──────── Data supplied

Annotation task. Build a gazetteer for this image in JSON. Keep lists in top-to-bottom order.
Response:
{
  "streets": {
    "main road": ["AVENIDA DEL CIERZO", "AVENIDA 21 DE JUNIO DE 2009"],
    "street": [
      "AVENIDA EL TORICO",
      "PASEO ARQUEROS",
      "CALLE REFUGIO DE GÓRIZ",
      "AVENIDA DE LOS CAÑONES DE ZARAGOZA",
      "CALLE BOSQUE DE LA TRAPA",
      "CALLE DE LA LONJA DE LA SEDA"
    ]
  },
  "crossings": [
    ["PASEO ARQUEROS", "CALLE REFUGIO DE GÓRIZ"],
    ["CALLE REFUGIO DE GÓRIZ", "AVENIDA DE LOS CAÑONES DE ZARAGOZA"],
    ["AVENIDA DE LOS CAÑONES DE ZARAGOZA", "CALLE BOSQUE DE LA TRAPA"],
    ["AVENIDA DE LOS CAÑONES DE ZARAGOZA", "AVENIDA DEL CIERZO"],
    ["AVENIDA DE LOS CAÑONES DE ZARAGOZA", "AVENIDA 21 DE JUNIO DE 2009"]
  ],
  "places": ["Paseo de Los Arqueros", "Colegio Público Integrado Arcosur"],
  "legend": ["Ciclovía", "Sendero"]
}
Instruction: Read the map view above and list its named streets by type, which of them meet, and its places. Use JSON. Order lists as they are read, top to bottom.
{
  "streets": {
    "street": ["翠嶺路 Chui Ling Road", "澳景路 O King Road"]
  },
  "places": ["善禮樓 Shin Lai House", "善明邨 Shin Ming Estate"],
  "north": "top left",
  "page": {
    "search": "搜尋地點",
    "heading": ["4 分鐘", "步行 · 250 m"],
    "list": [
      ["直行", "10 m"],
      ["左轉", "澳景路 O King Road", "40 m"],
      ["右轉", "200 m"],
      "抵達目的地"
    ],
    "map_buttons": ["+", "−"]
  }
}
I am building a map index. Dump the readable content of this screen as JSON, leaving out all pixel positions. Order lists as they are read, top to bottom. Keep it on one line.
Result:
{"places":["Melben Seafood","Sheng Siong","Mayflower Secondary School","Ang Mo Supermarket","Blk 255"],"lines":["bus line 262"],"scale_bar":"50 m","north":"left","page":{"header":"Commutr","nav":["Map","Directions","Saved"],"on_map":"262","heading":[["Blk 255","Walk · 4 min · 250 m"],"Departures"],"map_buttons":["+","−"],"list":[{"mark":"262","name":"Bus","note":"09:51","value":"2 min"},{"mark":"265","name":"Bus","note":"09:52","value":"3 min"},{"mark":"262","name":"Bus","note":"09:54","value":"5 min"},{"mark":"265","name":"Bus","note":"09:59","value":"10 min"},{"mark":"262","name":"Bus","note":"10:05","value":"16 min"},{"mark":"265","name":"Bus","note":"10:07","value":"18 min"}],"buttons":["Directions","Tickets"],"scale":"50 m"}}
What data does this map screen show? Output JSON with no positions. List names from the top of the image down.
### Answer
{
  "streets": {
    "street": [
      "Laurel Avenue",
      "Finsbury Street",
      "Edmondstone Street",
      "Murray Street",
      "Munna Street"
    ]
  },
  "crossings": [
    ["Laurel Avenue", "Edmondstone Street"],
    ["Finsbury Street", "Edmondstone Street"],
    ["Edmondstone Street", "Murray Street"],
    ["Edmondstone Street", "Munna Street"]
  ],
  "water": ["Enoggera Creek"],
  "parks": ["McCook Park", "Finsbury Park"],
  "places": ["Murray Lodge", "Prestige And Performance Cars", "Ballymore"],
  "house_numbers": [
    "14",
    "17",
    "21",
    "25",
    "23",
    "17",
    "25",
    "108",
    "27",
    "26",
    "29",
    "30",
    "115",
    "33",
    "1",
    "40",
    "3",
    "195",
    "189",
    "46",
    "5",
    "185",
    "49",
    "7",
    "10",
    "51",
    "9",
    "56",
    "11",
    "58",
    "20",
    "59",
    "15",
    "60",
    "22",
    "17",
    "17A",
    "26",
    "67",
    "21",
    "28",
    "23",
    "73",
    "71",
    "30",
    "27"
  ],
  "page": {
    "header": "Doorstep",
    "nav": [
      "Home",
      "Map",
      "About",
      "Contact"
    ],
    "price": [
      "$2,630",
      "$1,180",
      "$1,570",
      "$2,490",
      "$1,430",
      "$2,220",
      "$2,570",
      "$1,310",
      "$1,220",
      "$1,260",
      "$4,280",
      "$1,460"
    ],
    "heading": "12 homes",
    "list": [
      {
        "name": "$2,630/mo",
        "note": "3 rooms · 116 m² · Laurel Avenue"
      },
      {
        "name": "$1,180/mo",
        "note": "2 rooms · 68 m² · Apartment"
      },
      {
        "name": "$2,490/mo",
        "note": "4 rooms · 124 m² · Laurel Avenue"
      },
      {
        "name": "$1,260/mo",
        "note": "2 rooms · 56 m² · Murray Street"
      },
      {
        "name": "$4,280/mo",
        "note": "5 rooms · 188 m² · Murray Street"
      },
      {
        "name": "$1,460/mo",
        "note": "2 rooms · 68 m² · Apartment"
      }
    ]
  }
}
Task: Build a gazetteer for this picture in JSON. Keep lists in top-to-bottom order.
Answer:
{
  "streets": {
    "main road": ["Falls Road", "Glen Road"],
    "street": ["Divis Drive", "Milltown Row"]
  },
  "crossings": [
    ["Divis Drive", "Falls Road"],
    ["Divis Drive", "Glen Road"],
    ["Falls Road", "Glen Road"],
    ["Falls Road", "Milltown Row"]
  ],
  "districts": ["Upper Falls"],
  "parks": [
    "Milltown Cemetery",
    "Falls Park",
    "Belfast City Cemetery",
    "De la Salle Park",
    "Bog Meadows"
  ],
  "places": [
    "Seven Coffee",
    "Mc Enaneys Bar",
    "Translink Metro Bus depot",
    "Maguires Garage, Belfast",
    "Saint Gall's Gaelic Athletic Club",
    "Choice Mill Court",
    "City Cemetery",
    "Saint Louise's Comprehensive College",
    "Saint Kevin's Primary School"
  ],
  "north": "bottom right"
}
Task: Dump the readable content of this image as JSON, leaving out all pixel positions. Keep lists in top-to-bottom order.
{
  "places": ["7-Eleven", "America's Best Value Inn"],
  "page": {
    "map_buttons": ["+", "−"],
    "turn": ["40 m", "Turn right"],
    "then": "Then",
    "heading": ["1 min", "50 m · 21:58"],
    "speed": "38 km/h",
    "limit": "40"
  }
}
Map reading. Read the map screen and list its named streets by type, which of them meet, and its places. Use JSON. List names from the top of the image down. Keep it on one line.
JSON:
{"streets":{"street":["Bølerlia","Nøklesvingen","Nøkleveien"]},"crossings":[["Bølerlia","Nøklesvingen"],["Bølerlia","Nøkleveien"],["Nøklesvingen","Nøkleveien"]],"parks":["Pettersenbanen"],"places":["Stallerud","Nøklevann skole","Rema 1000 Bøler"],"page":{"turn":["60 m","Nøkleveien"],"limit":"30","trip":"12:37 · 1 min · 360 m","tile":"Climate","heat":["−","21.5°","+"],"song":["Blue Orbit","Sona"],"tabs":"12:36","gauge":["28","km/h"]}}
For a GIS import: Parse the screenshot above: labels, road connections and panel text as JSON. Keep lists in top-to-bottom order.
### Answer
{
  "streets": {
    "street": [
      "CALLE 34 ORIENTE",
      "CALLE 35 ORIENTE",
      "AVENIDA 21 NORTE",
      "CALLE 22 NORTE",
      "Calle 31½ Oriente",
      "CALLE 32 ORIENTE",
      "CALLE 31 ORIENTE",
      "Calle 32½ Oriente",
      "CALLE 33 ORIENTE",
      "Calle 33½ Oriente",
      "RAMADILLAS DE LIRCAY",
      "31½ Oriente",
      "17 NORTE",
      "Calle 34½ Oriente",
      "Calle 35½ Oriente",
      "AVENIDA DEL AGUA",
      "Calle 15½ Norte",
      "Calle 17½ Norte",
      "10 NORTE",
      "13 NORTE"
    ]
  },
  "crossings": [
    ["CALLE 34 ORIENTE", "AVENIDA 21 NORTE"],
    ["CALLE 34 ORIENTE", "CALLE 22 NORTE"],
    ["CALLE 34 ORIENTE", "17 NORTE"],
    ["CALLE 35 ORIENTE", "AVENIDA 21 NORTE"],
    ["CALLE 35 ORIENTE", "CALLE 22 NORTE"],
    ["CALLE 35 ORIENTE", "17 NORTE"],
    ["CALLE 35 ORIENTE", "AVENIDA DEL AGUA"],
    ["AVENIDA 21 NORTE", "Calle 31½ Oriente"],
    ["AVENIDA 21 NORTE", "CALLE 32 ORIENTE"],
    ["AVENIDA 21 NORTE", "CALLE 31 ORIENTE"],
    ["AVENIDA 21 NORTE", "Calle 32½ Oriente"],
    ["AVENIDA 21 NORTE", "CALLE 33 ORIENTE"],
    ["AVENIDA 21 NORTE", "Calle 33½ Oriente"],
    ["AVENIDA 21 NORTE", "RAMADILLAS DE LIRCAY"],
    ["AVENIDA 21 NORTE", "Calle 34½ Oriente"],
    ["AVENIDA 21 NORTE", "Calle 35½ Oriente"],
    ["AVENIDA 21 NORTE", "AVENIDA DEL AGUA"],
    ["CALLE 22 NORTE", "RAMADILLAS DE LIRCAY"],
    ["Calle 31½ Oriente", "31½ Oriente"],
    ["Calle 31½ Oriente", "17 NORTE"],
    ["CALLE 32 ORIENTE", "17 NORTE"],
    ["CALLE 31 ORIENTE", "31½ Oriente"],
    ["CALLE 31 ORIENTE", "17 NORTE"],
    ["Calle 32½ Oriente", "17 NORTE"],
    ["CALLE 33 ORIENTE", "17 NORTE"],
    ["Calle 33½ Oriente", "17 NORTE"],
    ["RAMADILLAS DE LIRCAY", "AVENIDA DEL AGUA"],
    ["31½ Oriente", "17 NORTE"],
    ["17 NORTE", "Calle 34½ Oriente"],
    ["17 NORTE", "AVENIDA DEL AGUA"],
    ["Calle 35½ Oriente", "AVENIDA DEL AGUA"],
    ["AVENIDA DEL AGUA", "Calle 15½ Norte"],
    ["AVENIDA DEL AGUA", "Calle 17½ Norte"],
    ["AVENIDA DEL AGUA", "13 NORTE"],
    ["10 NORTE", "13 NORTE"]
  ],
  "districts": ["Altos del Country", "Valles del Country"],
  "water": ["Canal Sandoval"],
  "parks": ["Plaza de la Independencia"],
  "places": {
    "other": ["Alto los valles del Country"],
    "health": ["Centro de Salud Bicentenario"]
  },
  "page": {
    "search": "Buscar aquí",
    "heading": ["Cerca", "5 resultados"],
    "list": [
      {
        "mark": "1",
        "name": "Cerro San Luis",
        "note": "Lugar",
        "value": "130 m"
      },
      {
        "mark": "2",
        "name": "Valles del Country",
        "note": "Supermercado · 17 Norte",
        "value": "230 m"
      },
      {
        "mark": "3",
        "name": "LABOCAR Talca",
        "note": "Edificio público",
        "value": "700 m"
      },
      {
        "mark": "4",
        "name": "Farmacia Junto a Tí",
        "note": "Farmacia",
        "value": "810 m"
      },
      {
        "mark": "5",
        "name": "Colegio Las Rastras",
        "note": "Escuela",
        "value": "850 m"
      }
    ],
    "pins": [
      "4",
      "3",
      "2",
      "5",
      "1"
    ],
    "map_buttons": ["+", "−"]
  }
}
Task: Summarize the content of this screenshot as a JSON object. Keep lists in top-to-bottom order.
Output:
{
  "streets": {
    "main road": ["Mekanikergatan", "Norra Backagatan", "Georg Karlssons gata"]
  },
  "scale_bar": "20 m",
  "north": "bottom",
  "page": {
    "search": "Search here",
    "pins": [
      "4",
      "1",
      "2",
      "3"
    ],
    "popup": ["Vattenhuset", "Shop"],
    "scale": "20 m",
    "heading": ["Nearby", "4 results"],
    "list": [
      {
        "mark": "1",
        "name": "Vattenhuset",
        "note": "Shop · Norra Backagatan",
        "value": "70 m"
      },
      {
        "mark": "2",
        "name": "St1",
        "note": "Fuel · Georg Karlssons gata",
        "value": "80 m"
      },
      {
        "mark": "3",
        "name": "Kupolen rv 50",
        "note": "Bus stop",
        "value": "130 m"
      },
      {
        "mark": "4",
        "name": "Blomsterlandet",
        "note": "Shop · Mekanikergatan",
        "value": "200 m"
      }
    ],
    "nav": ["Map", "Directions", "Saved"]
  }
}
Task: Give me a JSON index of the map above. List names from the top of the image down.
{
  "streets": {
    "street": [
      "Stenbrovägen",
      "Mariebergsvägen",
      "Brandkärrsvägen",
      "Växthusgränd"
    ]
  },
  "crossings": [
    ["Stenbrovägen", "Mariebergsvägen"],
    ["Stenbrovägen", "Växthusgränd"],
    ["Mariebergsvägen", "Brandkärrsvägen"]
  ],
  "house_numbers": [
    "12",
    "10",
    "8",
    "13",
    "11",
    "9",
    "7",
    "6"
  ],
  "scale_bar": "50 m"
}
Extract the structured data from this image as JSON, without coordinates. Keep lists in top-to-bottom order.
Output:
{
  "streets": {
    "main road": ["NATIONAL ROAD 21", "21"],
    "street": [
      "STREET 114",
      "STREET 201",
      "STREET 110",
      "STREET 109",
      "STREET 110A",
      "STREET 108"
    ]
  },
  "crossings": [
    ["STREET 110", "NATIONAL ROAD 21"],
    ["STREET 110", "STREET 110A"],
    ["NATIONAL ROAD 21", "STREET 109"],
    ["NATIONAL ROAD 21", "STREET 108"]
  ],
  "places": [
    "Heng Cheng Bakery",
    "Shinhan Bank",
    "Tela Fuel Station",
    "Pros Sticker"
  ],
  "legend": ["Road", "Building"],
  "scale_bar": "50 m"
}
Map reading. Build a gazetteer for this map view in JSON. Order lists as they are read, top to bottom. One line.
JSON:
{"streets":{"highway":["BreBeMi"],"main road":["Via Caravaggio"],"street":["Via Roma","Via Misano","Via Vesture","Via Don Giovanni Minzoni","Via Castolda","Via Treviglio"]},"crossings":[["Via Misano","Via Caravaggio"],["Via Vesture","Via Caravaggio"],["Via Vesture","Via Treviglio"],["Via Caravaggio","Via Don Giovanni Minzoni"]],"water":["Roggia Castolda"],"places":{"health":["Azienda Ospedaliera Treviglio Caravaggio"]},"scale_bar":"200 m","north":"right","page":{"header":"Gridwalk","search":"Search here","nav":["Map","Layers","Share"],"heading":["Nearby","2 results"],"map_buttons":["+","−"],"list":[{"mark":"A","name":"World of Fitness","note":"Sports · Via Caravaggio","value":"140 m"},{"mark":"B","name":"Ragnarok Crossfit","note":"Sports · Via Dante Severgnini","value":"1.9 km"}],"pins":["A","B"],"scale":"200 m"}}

────────────────

(Goal of the exercise):
Once you find the line with "Task: Dump the" in the entries above, output it and each line after it up to and including the line with "For a GIS import: Parse", and nothing else.

(Task response):
Task: Dump the readable content of this image as JSON, leaving out all pixel positions. Keep lists in top-to-bottom order.
{
  "places": ["7-Eleven", "America's Best Value Inn"],
  "page": {
    "map_buttons": ["+", "−"],
    "turn": ["40 m", "Turn right"],
    "then": "Then",
    "heading": ["1 min", "50 m · 21:58"],
    "speed": "38 km/h",
    "limit": "40"
  }
}
Map reading. Read the map screen and list its named streets by type, which of them meet, and its places. Use JSON. List names from the top of the image down. Keep it on one line.
JSON:
{"streets":{"street":["Bølerlia","Nøklesvingen","Nøkleveien"]},"crossings":[["Bølerlia","Nøklesvingen"],["Bølerlia","Nøkleveien"],["Nøklesvingen","Nøkleveien"]],"parks":["Pettersenbanen"],"places":["Stallerud","Nøklevann skole","Rema 1000 Bøler"],"page":{"turn":["60 m","Nøkleveien"],"limit":"30","trip":"12:37 · 1 min · 360 m","tile":"Climate","heat":["−","21.5°","+"],"song":["Blue Orbit","Sona"],"tabs":"12:36","gauge":["28","km/h"]}}
For a GIS import: Parse the screenshot above: labels, road connections and panel text as JSON. Keep lists in top-to-bottom order.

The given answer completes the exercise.